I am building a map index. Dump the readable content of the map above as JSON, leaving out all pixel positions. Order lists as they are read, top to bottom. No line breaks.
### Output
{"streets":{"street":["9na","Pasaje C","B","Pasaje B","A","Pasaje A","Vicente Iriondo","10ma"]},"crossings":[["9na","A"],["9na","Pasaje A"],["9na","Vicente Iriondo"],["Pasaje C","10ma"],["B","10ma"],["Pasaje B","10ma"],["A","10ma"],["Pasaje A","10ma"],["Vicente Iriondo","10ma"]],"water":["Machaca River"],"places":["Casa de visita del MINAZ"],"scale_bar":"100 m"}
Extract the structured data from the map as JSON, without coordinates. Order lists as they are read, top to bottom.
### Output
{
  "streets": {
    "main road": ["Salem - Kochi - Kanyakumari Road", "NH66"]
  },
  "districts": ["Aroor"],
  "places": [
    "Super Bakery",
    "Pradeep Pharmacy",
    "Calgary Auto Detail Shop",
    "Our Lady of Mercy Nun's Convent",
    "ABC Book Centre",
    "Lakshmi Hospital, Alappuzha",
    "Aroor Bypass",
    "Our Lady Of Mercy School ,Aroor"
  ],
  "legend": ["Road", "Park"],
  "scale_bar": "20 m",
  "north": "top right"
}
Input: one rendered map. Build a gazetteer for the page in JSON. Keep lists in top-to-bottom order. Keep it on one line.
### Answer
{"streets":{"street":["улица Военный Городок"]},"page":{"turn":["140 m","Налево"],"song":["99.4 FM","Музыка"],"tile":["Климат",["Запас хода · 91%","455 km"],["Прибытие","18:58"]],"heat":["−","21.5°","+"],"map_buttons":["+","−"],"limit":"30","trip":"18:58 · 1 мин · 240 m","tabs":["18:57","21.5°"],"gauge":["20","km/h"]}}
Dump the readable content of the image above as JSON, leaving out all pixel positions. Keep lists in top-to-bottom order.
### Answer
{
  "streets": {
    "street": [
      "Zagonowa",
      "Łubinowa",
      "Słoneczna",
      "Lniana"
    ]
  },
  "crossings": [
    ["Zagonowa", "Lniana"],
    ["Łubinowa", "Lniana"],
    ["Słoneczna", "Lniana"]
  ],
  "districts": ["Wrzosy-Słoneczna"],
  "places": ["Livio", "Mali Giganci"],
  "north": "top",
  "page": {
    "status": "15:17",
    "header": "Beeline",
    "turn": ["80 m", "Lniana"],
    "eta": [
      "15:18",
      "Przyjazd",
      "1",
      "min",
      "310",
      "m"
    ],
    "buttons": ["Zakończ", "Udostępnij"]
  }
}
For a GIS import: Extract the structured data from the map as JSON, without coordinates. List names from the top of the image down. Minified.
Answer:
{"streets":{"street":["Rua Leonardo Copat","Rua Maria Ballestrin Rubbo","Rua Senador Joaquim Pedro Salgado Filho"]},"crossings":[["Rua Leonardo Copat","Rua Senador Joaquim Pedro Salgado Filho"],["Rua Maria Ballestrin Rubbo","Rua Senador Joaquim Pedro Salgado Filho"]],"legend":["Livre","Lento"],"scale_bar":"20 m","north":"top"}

+---+

Everything in the material above is to be copied exactly.

◆ **SOLUTION**
I am building a map index. Dump the readable content of the map above as JSON, leaving out all pixel positions. Order lists as they are read, top to bottom. No line breaks.
### Output
{"streets":{"street":["9na","Pasaje C","B","Pasaje B","A","Pasaje A","Vicente Iriondo","10ma"]},"crossings":[["9na","A"],["9na","Pasaje A"],["9na","Vicente Iriondo"],["Pasaje C","10ma"],["B","10ma"],["Pasaje B","10ma"],["A","10ma"],["Pasaje A","10ma"],["Vicente Iriondo","10ma"]],"water":["Machaca River"],"places":["Casa de visita del MINAZ"],"scale_bar":"100 m"}
Extract the structured data from the map as JSON, without coordinates. Order lists as they are read, top to bottom.
### Output
{
  "streets": {
    "main road": ["Salem - Kochi - Kanyakumari Road", "NH66"]
  },
  "districts": ["Aroor"],
  "places": [
    "Super Bakery",
    "Pradeep Pharmacy",
    "Calgary Auto Detail Shop",
    "Our Lady of Mercy Nun's Convent",
    "ABC Book Centre",
    "Lakshmi Hospital, Alappuzha",
    "Aroor Bypass",
    "Our Lady Of Mercy School ,Aroor"
  ],
  "legend": ["Road", "Park"],
  "scale_bar": "20 m",
  "north": "top right"
}
Input: one rendered map. Build a gazetteer for the page in JSON. Keep lists in top-to-bottom order. Keep it on one line.
### Answer
{"streets":{"street":["улица Военный Городок"]},"page":{"turn":["140 m","Налево"],"song":["99.4 FM","Музыка"],"tile":["Климат",["Запас хода · 91%","455 km"],["Прибытие","18:58"]],"heat":["−","21.5°","+"],"map_buttons":["+","−"],"limit":"30","trip":"18:58 · 1 мин · 240 m","tabs":["18:57","21.5°"],"gauge":["20","km/h"]}}
Dump the readable content of the image above as JSON, leaving out all pixel positions. Keep lists in top-to-bottom order.
### Answer
{
  "streets": {
    "street": [
      "Zagonowa",
      "Łubinowa",
      "Słoneczna",
      "Lniana"
    ]
  },
  "crossings": [
    ["Zagonowa", "Lniana"],
    ["Łubinowa", "Lniana"],
    ["Słoneczna", "Lniana"]
  ],
  "districts": ["Wrzosy-Słoneczna"],
  "places": ["Livio", "Mali Giganci"],
  "north": "top",
  "page": {
    "status": "15:17",
    "header": "Beeline",
    "turn": ["80 m", "Lniana"],
    "eta": [
      "15:18",
      "Przyjazd",
      "1",
      "min",
      "310",
      "m"
    ],
    "buttons": ["Zakończ", "Udostępnij"]
  }
}
For a GIS import: Extract the structured data from the map as JSON, without coordinates. List names from the top of the image down. Minified.
Answer:
{"streets":{"street":["Rua Leonardo Copat","Rua Maria Ballestrin Rubbo","Rua Senador Joaquim Pedro Salgado Filho"]},"crossings":[["Rua Leonardo Copat","Rua Senador Joaquim Pedro Salgado Filho"],["Rua Maria Ballestrin Rubbo","Rua Senador Joaquim Pedro Salgado Filho"]],"legend":["Livre","Lento"],"scale_bar":"20 m","north":"top"}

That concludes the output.